▶ [What you should do]:
Copy, from the data below, each line that has the word "into".

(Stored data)
-=-=-=-=-

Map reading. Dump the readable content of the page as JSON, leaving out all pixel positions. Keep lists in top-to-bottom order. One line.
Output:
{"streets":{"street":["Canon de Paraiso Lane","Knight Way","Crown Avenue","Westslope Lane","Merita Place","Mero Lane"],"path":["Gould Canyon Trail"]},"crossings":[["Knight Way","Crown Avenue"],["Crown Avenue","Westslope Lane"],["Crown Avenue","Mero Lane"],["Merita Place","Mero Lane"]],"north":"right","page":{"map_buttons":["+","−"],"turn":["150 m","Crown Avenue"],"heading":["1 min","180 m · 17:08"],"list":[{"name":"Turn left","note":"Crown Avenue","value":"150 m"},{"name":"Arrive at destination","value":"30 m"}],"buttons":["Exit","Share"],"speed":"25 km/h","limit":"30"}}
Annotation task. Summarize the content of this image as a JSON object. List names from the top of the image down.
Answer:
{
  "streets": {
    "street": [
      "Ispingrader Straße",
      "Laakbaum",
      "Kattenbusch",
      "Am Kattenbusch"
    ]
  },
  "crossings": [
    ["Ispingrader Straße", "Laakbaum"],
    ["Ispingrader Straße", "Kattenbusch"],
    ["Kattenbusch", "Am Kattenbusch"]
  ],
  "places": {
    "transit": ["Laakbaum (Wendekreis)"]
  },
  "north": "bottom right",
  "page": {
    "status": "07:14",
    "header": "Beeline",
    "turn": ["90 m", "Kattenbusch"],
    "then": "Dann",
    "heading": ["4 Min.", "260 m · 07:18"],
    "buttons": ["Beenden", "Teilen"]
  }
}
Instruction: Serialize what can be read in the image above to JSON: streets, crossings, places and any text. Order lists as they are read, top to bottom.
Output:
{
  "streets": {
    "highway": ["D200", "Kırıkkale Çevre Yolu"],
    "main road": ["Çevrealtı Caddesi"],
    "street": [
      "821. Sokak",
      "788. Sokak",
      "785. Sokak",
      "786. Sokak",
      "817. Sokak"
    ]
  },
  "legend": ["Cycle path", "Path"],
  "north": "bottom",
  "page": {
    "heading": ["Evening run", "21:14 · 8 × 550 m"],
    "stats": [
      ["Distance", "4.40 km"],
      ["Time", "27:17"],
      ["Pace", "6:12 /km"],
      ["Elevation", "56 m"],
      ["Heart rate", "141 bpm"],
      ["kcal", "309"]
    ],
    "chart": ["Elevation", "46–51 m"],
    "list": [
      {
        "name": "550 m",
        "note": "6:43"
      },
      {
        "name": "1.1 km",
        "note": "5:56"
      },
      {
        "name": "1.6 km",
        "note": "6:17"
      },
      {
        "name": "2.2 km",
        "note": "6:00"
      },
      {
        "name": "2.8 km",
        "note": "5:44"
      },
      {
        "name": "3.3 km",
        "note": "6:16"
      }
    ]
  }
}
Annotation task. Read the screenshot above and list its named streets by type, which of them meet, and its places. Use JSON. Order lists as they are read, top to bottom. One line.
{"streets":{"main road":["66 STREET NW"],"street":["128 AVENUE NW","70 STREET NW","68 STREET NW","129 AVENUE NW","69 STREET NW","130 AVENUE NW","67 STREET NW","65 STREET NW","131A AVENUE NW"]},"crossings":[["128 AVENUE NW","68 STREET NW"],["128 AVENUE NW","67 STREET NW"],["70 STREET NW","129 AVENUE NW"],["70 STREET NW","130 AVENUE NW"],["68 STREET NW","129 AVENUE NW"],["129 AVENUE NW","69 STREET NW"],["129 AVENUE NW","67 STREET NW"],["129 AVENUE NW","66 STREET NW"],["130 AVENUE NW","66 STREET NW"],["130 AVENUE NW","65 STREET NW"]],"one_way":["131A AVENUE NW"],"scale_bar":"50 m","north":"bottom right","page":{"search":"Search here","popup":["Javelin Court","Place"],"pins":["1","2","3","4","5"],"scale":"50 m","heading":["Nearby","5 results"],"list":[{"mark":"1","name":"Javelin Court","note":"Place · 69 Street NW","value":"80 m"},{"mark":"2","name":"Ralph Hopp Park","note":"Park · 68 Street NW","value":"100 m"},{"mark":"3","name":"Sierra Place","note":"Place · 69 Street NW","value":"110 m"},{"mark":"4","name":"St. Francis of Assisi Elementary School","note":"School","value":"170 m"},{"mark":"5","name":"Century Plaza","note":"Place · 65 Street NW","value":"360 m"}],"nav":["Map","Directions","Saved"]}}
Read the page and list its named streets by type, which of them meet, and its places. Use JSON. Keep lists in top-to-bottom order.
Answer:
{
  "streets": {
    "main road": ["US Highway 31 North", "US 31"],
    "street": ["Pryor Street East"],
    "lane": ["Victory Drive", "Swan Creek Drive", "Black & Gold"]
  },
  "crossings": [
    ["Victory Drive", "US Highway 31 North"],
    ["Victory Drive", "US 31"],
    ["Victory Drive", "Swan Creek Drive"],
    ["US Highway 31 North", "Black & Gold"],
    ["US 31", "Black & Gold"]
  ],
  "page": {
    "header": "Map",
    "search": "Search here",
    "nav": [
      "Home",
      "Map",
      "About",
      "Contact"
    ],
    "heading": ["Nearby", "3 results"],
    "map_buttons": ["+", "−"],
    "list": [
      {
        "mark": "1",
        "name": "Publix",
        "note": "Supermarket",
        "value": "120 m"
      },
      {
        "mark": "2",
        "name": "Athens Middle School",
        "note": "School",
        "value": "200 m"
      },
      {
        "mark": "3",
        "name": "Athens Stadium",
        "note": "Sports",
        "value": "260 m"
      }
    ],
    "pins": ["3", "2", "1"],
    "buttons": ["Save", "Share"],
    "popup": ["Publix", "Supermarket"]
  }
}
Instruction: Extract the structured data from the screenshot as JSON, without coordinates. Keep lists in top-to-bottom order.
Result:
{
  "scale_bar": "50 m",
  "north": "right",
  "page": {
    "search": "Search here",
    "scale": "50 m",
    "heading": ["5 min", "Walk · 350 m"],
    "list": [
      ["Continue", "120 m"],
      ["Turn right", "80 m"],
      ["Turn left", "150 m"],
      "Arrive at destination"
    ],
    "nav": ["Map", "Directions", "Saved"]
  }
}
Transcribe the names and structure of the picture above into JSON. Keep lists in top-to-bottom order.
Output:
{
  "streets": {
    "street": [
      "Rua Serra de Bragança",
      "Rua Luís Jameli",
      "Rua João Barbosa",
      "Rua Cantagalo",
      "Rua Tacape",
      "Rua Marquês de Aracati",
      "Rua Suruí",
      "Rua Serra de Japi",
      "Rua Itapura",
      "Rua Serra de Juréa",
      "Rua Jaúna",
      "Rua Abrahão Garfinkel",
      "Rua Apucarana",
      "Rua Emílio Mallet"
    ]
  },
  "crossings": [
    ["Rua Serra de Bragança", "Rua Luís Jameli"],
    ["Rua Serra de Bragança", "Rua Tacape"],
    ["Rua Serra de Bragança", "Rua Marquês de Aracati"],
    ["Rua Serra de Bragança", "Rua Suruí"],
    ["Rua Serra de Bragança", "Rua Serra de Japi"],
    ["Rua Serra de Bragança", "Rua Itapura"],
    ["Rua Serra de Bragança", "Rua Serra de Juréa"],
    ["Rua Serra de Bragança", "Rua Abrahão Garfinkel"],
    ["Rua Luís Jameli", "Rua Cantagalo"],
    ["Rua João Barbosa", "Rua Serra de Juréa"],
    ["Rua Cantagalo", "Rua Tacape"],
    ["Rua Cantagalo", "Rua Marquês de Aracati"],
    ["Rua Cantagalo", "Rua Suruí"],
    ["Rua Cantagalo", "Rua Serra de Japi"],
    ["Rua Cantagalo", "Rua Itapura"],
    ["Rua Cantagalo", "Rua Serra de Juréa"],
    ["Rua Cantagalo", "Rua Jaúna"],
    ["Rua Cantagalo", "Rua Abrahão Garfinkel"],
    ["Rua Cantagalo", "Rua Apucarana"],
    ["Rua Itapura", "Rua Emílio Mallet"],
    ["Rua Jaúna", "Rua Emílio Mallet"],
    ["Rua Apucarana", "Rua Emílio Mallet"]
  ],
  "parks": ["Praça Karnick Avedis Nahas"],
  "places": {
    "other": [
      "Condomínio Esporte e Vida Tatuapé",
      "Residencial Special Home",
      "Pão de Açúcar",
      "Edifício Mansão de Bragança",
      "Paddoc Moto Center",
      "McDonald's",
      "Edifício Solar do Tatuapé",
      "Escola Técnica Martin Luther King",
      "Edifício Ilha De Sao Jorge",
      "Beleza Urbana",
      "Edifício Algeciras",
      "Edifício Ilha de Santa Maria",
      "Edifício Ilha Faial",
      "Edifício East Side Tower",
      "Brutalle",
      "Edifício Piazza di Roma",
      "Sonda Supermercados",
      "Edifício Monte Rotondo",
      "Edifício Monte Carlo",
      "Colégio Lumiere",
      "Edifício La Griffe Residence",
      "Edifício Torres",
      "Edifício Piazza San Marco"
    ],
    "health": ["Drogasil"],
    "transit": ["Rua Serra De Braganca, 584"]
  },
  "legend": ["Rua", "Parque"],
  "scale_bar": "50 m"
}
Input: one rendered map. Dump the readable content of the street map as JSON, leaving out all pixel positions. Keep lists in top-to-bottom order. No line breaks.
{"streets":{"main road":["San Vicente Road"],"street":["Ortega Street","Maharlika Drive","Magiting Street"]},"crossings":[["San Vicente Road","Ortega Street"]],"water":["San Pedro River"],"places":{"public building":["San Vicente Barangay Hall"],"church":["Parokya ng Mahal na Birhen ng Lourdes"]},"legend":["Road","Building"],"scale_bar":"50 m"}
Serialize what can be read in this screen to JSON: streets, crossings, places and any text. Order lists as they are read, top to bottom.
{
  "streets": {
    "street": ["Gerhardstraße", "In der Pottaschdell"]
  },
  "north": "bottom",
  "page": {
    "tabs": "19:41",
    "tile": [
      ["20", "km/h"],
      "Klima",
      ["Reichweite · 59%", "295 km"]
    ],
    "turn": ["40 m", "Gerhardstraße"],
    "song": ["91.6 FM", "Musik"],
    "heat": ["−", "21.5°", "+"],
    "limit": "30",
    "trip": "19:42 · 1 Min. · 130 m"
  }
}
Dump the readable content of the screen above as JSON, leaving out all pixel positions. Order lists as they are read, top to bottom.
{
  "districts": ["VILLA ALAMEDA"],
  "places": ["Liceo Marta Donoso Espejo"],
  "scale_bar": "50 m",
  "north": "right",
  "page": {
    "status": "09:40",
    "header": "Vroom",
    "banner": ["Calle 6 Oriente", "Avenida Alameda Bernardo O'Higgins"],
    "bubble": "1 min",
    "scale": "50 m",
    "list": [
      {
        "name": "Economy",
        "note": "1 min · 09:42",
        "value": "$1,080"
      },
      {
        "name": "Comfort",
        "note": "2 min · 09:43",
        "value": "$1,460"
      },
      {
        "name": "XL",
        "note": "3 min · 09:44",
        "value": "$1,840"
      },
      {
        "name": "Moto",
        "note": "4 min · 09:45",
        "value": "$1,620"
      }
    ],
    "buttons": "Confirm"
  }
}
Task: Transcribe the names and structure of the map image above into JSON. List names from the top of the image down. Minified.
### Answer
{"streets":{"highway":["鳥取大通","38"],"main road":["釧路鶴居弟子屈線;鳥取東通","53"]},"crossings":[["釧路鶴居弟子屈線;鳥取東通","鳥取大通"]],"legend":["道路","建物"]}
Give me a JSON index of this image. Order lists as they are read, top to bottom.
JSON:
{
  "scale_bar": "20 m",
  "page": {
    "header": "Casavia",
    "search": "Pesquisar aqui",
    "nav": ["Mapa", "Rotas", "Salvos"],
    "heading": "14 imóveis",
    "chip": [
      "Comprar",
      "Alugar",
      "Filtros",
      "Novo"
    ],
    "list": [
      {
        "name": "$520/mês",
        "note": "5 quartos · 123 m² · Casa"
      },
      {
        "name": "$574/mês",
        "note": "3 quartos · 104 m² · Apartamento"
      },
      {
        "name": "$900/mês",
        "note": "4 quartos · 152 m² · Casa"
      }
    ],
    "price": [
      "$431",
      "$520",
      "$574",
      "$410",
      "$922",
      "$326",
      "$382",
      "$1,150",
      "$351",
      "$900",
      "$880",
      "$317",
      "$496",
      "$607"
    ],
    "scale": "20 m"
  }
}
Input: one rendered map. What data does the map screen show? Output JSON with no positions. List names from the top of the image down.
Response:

-=-=-=-=-

▶ [Answer area]:
Transcribe the names and structure of the picture above into JSON. Keep lists in top-to-bottom order.
Task: Transcribe the names and structure of the map image above into JSON. List names from the top of the image down. Minified.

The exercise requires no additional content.